Twee ooggetuigen spreken zich uit over wat ze van de Keenenburg gezien hebben. De eerste is Lieve van Ollefen in 1793. Hij schrijft in ‘De Nederlandsche stad- en dorp-beschrijver, deel II (Delfland)’ het volgende: ‘Het tegenwoordige huis werd, na den jaare 1770, door eene allerzwaarste reparatie, meerendeels vernieuwd door wijlen den Wel. Ed. Geboren Heere W.H. van Steenbergen, heer van Kenenburg, enz. Naast tegen de huizinge is een zwaare vierkante toren aangebouwd; op ieder der vier hoeken staat een zwaare en tamelijke hooge spits uitgebouwd, waardoor het van verre kan gezien worden. Achter aan is nog een laage toren, met een leien spits. [Dit is het torentje dat in 1991-1992 voor een deel is gereconstrueerd.] De huizingen en torens zijn uitwendig eveneens gebleven als de ouden geweest zijn; alleenlijk zijn de glasen naar den hedendaagschen smaak veranderd.’

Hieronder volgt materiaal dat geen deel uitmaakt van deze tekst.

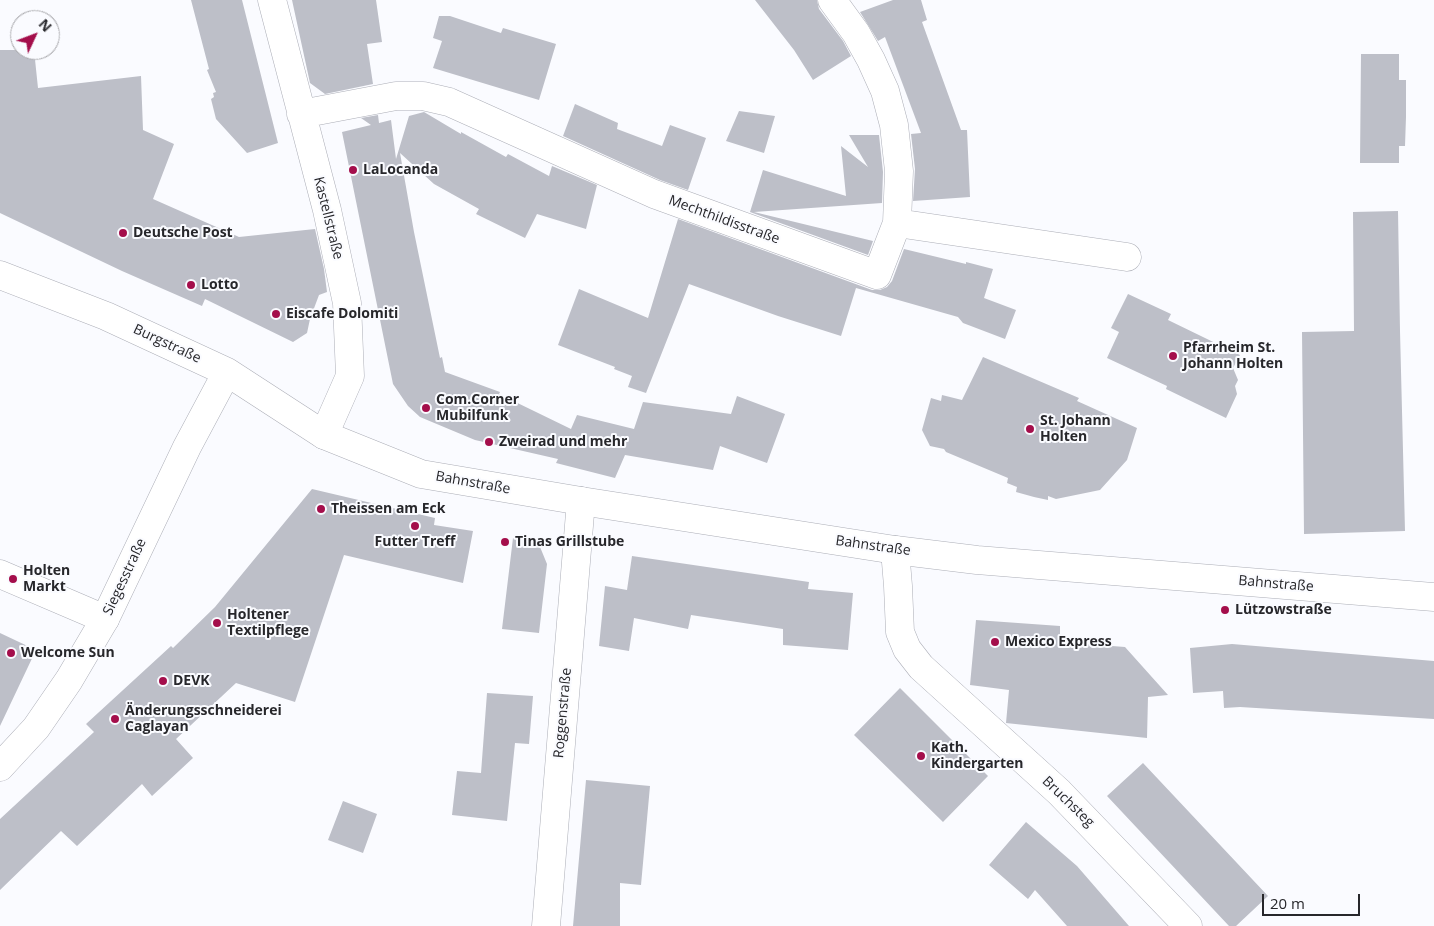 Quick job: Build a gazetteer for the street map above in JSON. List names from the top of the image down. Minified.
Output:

Een tweede ooggetuige kennen we alleen van de initialen L.J. Hij schreef een tekst in het blad ‘De Navorscher’ uit 1863 en vertelt dat hij in zijn jeugd meerdere malen in kasteel Keenenburg heeft gelogeerd. De auteur schrijft: ‘Het kasteel, omgeven van eene, aan de zijde van de trekvaart door Schipluiden, dubbele gracht en toegankelijk over eene steenen brug – voorheen ophaalbrug – stond op het tweede binnenste voorplein, aan welks naar de landzijde gekeerde hoeken lage ronde torentjes stonden, van omstreeks 8 of 10 voet middellijn, waaruit of waardoor de verdedigers zich verweerden. [Deze torentjes, die kijkgaten hadden, dateerden uit 1619.] De vierkante toren, het hoofdgebouw, had hoog gewelfde, maar niet diepe kelders (de landstreek is laag) en slechts twee zalen boven elkander. De rondgaande trans met kanteelen had aan de vier hoeken overdekte met vensters voorzien torentjes.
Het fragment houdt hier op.